Meat has a lot of texture and has some fat cells.
Imagine a slightly chewy jelly that tastes almost but not entirely unlike beef (no fat so very different taste) and that's apparently the state of the art so there's no point going for economy of scale yet.
Barriers to entry to cut down on competition.
There's no point blaming powerless hippies when the real problem is regulatory capture.
There's stuff called Quorn that is cultured vegetable protein and almost nobody has a problem with that. It's actually a bit of a surprise that the anti-processed foods people are happy with it. I suspect that if cultured meat becomes a product it will be treated in a similar way - avoided by those who don't want to eat it without them making much fuss.
Monsanto pissed a lot of people off and poisoned that well. It's a shame because it was starting to look like, among other things, we could be getting very cheap long shelf life vaccines made of banana.
And completely wrong.
Look up tensile testing to get some ideas about energy being absorbed - it's the area under the curve. A lot of deformation means a lot of energy being absorbed (instead of transmitted to the driver and passengers) and the high strength low alloy stuff used today is actually stronger than that stuff in the older cars anyway. It's heavy gauge because it's not strong enough to make it thinner.
Nice car, but if you run into a tree at speed you are fucked.
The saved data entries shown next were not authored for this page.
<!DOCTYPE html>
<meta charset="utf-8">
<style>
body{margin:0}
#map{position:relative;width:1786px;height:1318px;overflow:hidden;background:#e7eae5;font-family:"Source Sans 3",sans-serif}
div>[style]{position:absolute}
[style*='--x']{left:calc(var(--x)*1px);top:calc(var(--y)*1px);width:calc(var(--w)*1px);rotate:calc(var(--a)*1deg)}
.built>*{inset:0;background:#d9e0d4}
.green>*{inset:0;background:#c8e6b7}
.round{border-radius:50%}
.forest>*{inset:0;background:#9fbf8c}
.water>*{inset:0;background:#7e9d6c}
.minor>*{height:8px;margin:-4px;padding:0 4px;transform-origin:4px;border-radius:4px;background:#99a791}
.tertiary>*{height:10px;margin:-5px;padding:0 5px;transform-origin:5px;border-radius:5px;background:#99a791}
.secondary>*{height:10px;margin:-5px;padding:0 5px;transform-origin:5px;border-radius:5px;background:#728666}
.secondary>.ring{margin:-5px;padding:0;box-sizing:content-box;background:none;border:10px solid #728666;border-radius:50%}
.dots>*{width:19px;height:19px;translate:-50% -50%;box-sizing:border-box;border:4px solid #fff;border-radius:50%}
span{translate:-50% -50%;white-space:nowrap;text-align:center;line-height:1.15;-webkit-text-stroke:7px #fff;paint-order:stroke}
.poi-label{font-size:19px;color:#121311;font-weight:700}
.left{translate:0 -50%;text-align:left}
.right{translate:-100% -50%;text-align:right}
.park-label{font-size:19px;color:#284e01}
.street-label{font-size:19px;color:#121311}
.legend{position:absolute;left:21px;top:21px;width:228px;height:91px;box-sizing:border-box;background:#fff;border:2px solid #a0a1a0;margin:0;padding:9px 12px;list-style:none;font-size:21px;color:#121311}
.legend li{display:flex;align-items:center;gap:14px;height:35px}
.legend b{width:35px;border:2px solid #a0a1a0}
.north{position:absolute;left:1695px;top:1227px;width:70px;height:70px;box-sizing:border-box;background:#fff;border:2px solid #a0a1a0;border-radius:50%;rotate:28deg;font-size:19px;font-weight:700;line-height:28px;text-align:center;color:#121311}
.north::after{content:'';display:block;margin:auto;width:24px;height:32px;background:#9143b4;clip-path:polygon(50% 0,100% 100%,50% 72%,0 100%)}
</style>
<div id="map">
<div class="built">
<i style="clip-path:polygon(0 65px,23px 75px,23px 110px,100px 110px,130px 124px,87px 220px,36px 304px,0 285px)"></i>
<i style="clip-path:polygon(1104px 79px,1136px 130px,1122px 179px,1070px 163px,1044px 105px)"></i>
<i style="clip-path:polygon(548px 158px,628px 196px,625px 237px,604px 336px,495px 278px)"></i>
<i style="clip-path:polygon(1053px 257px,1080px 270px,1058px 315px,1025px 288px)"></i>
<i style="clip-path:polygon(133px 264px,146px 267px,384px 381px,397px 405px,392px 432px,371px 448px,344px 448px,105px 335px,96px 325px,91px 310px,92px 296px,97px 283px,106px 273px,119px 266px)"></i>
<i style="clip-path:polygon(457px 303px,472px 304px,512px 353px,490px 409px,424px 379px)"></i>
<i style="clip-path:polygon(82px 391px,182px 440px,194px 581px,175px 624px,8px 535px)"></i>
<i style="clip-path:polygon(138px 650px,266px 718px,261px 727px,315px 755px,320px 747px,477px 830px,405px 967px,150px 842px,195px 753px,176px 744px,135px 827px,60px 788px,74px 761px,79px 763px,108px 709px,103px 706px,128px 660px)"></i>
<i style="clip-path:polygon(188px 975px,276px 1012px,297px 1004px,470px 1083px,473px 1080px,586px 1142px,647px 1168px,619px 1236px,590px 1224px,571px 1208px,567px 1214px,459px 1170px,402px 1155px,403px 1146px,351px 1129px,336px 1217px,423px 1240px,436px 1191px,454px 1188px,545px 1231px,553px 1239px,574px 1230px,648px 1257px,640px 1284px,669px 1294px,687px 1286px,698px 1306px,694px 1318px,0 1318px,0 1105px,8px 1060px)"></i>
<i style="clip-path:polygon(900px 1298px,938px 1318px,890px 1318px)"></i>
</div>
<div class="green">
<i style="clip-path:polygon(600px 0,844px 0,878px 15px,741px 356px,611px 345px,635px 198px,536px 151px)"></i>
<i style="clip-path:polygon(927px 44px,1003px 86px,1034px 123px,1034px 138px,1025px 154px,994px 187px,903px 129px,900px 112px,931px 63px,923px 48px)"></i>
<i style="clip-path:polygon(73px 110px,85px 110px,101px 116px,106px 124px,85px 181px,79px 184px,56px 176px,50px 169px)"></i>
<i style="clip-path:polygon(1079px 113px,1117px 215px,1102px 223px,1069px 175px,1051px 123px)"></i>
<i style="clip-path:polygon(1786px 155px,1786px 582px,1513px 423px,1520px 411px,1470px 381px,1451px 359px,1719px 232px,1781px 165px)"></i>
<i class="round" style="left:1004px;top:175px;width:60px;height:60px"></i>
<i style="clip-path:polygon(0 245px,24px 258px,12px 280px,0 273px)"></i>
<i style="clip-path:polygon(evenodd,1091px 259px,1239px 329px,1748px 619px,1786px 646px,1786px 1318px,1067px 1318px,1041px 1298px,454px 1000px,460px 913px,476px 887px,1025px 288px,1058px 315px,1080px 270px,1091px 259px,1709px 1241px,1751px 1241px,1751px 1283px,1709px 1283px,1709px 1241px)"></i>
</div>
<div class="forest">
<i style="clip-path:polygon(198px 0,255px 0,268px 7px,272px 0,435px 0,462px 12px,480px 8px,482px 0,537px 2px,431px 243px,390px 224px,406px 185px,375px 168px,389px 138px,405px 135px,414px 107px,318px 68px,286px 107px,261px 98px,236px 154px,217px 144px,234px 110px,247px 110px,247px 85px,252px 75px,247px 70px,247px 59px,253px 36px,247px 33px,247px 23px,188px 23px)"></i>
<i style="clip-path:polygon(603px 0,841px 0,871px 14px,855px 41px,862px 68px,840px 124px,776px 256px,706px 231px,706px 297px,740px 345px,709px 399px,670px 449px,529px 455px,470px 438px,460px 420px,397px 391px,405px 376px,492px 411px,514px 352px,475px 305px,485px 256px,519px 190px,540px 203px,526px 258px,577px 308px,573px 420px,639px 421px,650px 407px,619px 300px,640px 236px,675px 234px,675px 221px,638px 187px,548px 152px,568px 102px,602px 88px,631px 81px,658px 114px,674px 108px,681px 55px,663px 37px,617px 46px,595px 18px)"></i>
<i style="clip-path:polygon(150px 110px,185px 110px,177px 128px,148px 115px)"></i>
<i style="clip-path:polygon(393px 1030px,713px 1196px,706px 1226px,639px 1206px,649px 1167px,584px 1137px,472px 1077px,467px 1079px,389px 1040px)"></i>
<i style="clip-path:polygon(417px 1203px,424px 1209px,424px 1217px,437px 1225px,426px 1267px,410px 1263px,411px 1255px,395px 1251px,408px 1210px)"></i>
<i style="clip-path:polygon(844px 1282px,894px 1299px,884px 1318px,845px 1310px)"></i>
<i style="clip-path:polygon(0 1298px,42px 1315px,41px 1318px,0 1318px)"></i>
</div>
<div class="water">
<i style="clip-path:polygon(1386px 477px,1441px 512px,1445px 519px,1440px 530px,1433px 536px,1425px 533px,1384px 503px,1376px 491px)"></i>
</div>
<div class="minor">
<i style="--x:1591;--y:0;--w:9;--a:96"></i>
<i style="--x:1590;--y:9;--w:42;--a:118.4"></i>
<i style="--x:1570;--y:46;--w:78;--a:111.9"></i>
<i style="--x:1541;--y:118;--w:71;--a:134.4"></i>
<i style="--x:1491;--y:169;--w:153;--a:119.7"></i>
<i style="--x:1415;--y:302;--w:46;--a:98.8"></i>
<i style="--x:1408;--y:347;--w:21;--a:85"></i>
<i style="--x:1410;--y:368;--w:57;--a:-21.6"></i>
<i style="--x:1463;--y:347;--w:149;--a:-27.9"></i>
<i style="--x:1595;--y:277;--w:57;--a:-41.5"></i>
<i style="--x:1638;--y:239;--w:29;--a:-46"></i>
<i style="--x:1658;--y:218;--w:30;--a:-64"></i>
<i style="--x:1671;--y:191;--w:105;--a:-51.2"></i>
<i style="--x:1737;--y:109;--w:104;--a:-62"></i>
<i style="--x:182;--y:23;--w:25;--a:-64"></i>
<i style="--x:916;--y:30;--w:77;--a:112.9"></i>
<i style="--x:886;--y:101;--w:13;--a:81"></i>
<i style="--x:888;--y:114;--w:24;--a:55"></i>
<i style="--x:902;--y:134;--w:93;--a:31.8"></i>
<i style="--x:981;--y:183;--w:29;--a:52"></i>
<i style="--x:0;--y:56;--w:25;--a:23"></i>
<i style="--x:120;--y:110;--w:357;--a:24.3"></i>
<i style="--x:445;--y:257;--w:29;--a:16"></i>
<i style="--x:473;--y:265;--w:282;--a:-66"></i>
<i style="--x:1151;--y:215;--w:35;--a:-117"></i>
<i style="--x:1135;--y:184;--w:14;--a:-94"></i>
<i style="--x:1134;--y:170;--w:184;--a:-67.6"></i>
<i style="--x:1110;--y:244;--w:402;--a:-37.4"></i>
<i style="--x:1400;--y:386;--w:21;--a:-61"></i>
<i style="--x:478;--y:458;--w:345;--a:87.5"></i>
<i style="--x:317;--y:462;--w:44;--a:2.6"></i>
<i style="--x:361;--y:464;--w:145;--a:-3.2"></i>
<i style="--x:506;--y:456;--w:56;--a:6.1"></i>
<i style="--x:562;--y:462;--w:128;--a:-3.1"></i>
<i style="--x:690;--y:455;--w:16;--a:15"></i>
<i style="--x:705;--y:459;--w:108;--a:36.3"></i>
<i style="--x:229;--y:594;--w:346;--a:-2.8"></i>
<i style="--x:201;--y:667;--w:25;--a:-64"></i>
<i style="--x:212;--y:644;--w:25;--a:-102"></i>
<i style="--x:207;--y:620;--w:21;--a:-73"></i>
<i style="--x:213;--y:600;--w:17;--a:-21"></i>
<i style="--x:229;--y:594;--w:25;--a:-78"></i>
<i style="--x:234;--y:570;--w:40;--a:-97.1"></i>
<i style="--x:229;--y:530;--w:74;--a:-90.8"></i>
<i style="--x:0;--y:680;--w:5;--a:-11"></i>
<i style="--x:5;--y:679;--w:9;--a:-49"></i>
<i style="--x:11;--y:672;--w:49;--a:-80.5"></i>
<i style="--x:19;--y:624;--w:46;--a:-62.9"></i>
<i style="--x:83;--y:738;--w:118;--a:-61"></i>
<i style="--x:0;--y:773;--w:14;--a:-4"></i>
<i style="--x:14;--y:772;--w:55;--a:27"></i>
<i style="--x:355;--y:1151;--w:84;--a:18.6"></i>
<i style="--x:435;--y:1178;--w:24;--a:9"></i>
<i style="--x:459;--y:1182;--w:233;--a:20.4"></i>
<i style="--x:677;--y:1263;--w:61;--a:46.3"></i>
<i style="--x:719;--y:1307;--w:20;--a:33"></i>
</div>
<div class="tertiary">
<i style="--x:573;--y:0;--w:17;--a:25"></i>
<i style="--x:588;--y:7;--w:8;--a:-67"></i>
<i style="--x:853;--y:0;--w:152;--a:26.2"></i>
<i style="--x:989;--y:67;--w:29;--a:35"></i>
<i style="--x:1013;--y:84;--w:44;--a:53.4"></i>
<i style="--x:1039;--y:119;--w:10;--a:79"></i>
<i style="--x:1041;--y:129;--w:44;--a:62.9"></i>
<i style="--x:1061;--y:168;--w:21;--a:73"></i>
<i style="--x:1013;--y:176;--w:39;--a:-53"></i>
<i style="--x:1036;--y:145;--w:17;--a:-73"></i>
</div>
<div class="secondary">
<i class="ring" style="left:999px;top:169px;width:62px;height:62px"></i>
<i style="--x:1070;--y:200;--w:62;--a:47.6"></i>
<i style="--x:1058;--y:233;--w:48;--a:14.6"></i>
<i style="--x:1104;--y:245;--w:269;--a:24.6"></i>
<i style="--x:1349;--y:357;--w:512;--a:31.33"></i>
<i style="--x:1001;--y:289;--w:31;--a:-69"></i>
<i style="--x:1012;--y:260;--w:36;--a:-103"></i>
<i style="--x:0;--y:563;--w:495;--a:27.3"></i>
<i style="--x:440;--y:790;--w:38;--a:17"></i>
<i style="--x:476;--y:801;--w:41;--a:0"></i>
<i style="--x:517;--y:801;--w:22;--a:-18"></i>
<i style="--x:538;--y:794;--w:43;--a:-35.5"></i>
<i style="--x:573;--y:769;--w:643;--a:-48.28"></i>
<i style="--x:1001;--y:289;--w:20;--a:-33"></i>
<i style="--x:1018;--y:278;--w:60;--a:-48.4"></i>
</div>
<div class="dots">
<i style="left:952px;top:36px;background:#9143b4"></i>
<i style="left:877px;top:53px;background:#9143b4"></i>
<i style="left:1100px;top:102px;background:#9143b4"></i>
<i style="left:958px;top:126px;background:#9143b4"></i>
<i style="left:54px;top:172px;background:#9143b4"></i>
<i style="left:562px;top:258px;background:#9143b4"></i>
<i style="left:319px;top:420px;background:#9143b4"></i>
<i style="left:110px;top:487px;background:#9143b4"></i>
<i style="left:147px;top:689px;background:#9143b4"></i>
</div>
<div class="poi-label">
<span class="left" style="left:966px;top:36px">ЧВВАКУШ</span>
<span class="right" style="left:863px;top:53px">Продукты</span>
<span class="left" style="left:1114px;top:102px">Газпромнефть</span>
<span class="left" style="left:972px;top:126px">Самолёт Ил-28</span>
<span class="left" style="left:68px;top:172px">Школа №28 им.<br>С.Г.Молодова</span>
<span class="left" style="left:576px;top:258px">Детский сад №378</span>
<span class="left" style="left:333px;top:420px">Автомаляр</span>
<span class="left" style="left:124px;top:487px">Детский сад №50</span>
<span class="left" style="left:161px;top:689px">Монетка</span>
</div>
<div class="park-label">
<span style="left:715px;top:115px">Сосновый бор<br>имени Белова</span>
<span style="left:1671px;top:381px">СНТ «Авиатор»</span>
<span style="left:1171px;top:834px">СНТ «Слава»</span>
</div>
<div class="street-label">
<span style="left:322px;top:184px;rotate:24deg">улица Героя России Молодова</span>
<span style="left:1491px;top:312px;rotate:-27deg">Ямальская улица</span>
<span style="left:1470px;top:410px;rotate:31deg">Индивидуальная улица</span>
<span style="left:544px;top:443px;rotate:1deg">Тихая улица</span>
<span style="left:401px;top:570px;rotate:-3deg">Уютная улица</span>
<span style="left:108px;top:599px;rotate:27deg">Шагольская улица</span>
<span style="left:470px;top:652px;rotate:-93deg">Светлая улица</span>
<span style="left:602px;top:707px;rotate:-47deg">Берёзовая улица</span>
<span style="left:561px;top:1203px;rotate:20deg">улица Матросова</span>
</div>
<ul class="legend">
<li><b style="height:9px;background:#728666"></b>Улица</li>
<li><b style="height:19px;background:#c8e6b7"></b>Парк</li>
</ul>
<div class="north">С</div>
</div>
Which is just as well - run it into anything solid and YOU are the crumple zone.
Also a bit of a bad example since that was just before Detroit found it out could not keep on selling 1940s technology without the Japanese, Germans - even Italians and British eating their lunch. When Leyland and Fiat are making more advanced stuff than is made locally that's a bit of a slap in the face with a rotting fish.
Who told you that? They were lying.
A few minutes looking around the internet will confirm it. Starting with Grumman's website on the topic will save time.
Paid by the taxpayer.
The extra costs associated with starting up again instead of incremental progression are the price of stupidity.
Also having even China ahead of us will make it difficult to "compete". The big deal about private space is a distraction - it was always as much private space as it is today. Grumman built the Eagle lander that first touched onto the moon and not NASA.
“You’d have to be an idiot to get up in front of people and say, ‘I’m now going to trash $5 billion even though we’re that close to the finish line, and I’m going to quit human spaceflight.’
Carter was not such an idiot.
It would take Baby Bush to be that idiot and leave manned flight to the Russians.
Maybe Obama is also an idiot for not trying to revive a gutted NASA while the capability was still there, but he would have had to fight being blocked all the way.